Les rêves de Marcel évoqués à l'incipit de la Recherche (*)
Situation Localisation Notes Variantes Références Bibliographie
Version préliminaire
du Contre Sainte-Beuve (vers 1808)

Marcel Proust, Du Côté de chez Swann, roman, 1913

      Longtemps, je me suis couché de bonne heure (a). Parfois, à peine ma bougie éteinte, mes yeux se fermaient si vite que je n'avais pas le temps de me dire : « Je m'endors ». Et, une demi-heure après la pensée qu'il était temps de chercher le sommeil m'éveillait; je voulais poser le volume que je croyais avoir encore dans les mains et souffler ma lumière; je n'avais pas cessé en dormant de faire des réflexions sur ce que je venais de lire, mais ces réflexions avaient pris un tour un peu particulier; il me semblait que j'étais moi-même ce dont parlait l'ouvrage : une église, un quatuor, la rivalité de François 1er et de Charles-Quint (1). Cette croyance survivait pendant quelques secondes à mon réveil; elle ne choquait pas ma raison mais pesait comme des écailles sur mes yeux et les empêchait de se rendre compte que le bougeoir n'était plus allumé. Puis elle commençait à me devenir inintelligible, comme après la métempsycose les pensées d'une existence antérieure; le sujet du livre se détachait de moi, j'étais libre de m'y appliquer ou non; aussitôt je recouvrais la vue et j'étais bien étonné de trouver autour de moi une obscurité, douce et reposante pour mes yeux, mais peut-être plus encore pour mon esprit, à qui elle apparaissait comme une chose sans cause, incompréhensible, comme une chose vraiment obscure. Je me demandais quelle heure il pouvait être; j'entendais le sifflement des trains qui, plus ou moins éloigné, comme le chant d'un oiseau dans une forêt, relevant les distances, me décrivait l'étendue de la campagne déserte où le voyageur se hâte vers la station prochaine; et le petit chemin qu'il suit va être gravé dans son souvenir par l'excitation qu'il doit à des lieux nouveaux, à des actes inaccoutumés, à la causerie récente et aux adieux sous la lampe étrangère qui le suivent encore dans le silence de la nuit, à la douceur prochaine du retour.

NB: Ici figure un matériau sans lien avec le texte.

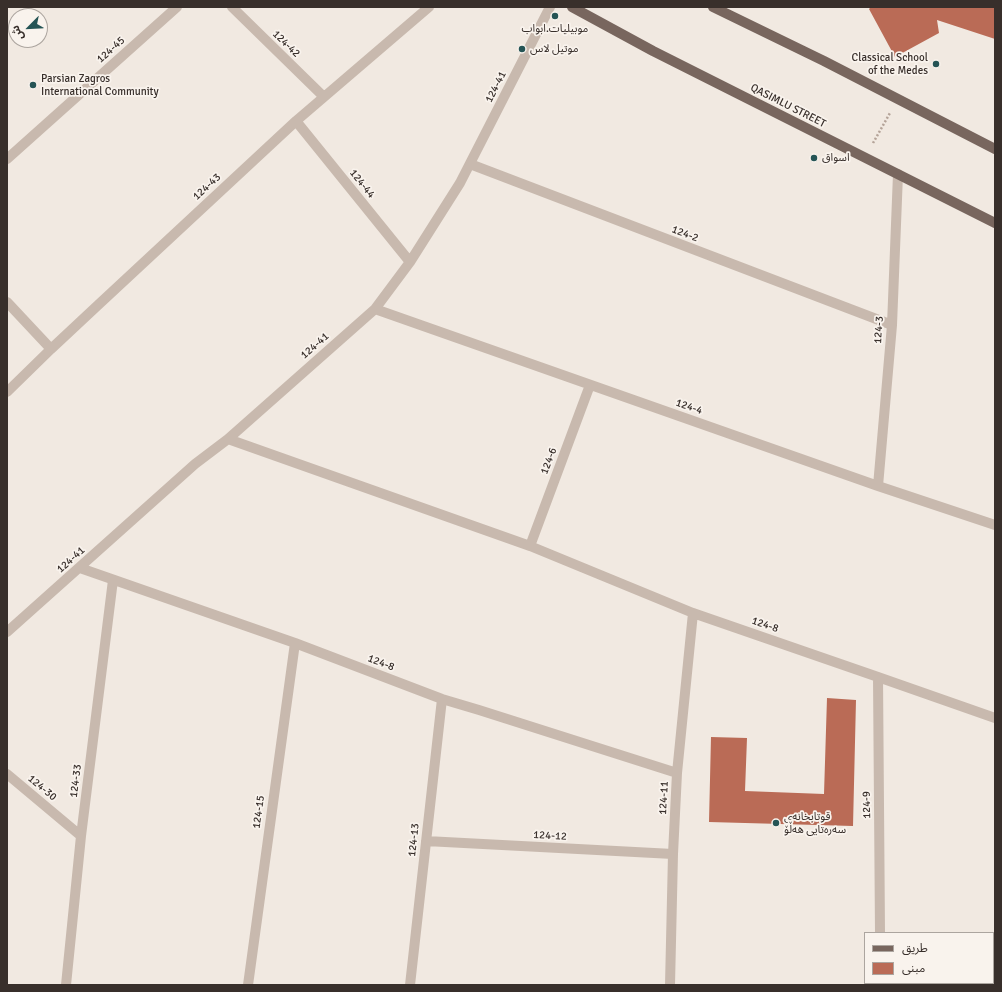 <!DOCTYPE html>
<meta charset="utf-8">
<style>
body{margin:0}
#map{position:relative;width:1002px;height:992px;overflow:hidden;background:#f1e9e1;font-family:Signika,"Noto Sans Arabic",sans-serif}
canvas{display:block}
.frame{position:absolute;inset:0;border:8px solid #382f2b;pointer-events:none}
.legend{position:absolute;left:864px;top:932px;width:130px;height:52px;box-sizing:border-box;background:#f9f3ed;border:1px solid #aca59f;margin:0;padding:5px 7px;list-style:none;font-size:12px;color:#382f2b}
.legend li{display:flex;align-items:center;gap:8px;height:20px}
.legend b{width:20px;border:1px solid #aca59f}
.north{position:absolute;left:8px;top:8px;width:40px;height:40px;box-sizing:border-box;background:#f9f3ed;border:1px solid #aca59f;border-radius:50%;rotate:246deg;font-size:11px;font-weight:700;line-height:16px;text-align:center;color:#382f2b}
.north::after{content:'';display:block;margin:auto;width:14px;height:18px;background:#255455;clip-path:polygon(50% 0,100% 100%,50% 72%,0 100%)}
</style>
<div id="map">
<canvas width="1002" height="992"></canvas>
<div class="frame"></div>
<ul class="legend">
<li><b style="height:5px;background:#78665e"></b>طريق</li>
<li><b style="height:11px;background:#ba6b56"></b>مبنى</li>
</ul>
<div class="north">ش</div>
</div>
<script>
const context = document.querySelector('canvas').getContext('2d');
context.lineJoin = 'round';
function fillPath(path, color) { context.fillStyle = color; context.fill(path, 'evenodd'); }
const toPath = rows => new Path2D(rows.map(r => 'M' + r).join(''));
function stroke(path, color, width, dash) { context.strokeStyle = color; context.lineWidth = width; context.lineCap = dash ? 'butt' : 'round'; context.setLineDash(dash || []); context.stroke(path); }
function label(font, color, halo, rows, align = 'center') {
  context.font = font + ' Signika,"Noto Sans Arabic",sans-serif'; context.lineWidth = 3.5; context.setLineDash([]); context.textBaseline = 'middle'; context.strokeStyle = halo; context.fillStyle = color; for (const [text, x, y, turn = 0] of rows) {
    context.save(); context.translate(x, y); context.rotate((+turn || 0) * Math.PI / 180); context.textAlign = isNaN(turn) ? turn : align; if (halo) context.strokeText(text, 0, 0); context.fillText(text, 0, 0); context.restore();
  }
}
fillPath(toPath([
 [871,7,995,7,995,39,937,20,939,33,895,57,869,9],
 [827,698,856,700,853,826,709,822,711,737,747,738,745,791,824,794]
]), '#ba6b56');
stroke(toPath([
 [873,143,890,113]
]), '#b4a398', 2.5, [2, 2]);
stroke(toPath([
 [232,7,324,97],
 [296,121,410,262],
 [7,159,177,7],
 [470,164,892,325],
 [7,302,51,349],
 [375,309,878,486,995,525],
 [7,392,51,349,97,306,296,121,429,7],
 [228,439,530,546,693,613,878,677,995,718],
 [878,486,892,325,898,174],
 [530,546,590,385],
 [80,568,295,643,442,699,479,710,677,773],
 [7,632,195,464,228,439,375,309,410,262,460,183,550,7],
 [878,677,880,933],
 [7,774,81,836],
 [426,841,673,854],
 [881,983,881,985],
 [66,985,81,836,113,580],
 [248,985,295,643],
 [410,985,442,699],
 [670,985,673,854,677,773,693,613]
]), '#c8b9ae', 10);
stroke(toPath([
 [572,7,653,51,995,223],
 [713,7,824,61,995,149]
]), '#78665e', 10);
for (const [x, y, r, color] of [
 [555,16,4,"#255455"],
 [522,49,4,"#255455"],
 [936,64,4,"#255455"],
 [33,85,4,"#255455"],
 [814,158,4,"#255455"],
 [776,823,4,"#255455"]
]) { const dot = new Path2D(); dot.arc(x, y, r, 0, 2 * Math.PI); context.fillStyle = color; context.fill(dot); stroke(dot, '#f9f3ed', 1.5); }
label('11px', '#382f2b', '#f9f3ed', [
 ["موبيليات.ابواب",555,29,"center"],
 ["موتيل لاس",530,49],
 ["Classical School",928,58,"right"],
 ["of the Medes",928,71,"right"],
 ["Parsian Zagros",41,79],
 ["International Community",41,92],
 ["اسواق",822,158],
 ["قوتابخانەی",784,817],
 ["سەرەتایی هەڵۆ",784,830]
], 'left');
label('11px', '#382f2b', '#f9f3ed', [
 ["124-42",286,44,44],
 ["124-45",111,50,-42],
 ["124-41",496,87,-63],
 ["QASIMLU STREET",788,106,27],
 ["124-44",362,184,51],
 ["124-43",207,187,-43],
 ["124-2",685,234,21],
 ["124-3",879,330,-86],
 ["124-41",315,346,-41],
 ["124-4",689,407,19],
 ["124-6",549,461,-69],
 ["124-41",71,560,-42],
 ["124-8",765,625,19],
 ["124-8",381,663,21],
 ["124-33",76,781,-83],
 ["124-30",42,788,40],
 ["124-11",664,798,-87],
 ["124-9",867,805,-91],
 ["124-15",259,812,-82],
 ["124-12",550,836,3],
 ["124-13",414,840,-84]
]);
</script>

      J'appuyais tendrement mes joues contre les belles joues de l'oreiller qui, pleines et fraîches, sont comme les joues de notre enfance. Je frottais une allumette pour regarder ma montre. Bientôt minuit.

      [...]

      Je me rendormais, et parfois je n'avais plus que de courts réveils d'un instant, le temps d'entendre les craquements organiques des boiseries, d'ouvrir les yeux pour fixer le kaléidoscope de l'obscurité, de goûter grâce à une lueur momentanée de conscience le sommeil où étaient plongés les meubles, la chambre, le tout dont je n'étais qu'une petite partie et à l'insensibilité duquel je retournais vite m'unir. Ou bien en dormant j'avais rejoint sans effort un âge à jamais révolu de ma vie primitive, retrouvé telle de mes terreurs enfantines comme celle que mon grand-oncle me tirât par mes boucles et qu'avait dissipée le jour, — date pour moi d'une ère nouvelle, — où on les avait coupées. J'avais oublié cet événement pendant mon sommeil, j'en retrouvais le souvenir aussitôt que j'avais réussi à m'éveiller pour échapper aux mains de mon grand-oncle, mais par mesure de précaution j'entourais complètement ma tête de mon oreiller avant de retourner dans le monde des rêves.

      Quelquefois, comme Ève naquit d'une côte d'Adam, une femme naissait pendant mon sommeil d'une fausse position de ma cuisse. Formée du plaisir que j'étais sur le point de goûter, je m'imaginais que c'était elle qui me l'offrait. Mon corps qui sentait dans le sien ma propre chaleur voulait s'y rejoindre, je m'éveillais. Le reste des humains m'apparaissait comme bien lointain auprès de cette femme que j'avais quittée il y avait quelques moments à peine; ma joue était chaude encore de son baiser, mon corps courbaturé par le poids de sa taille. Si, comme il arrivait quelquefois, elle avait les traits d'une femme que j'avais connue dans la vie, j'allais me donner tout entier à ce but : la retrouver, comme ceux qui partent en voyage pour voir de leurs yeux une cité désirée et s'imaginent qu'on peut goûter dans une réalité le charme du songe. Peu à peu son souvenir s'évanouissait, j'avais oublié la fille de mon rêve.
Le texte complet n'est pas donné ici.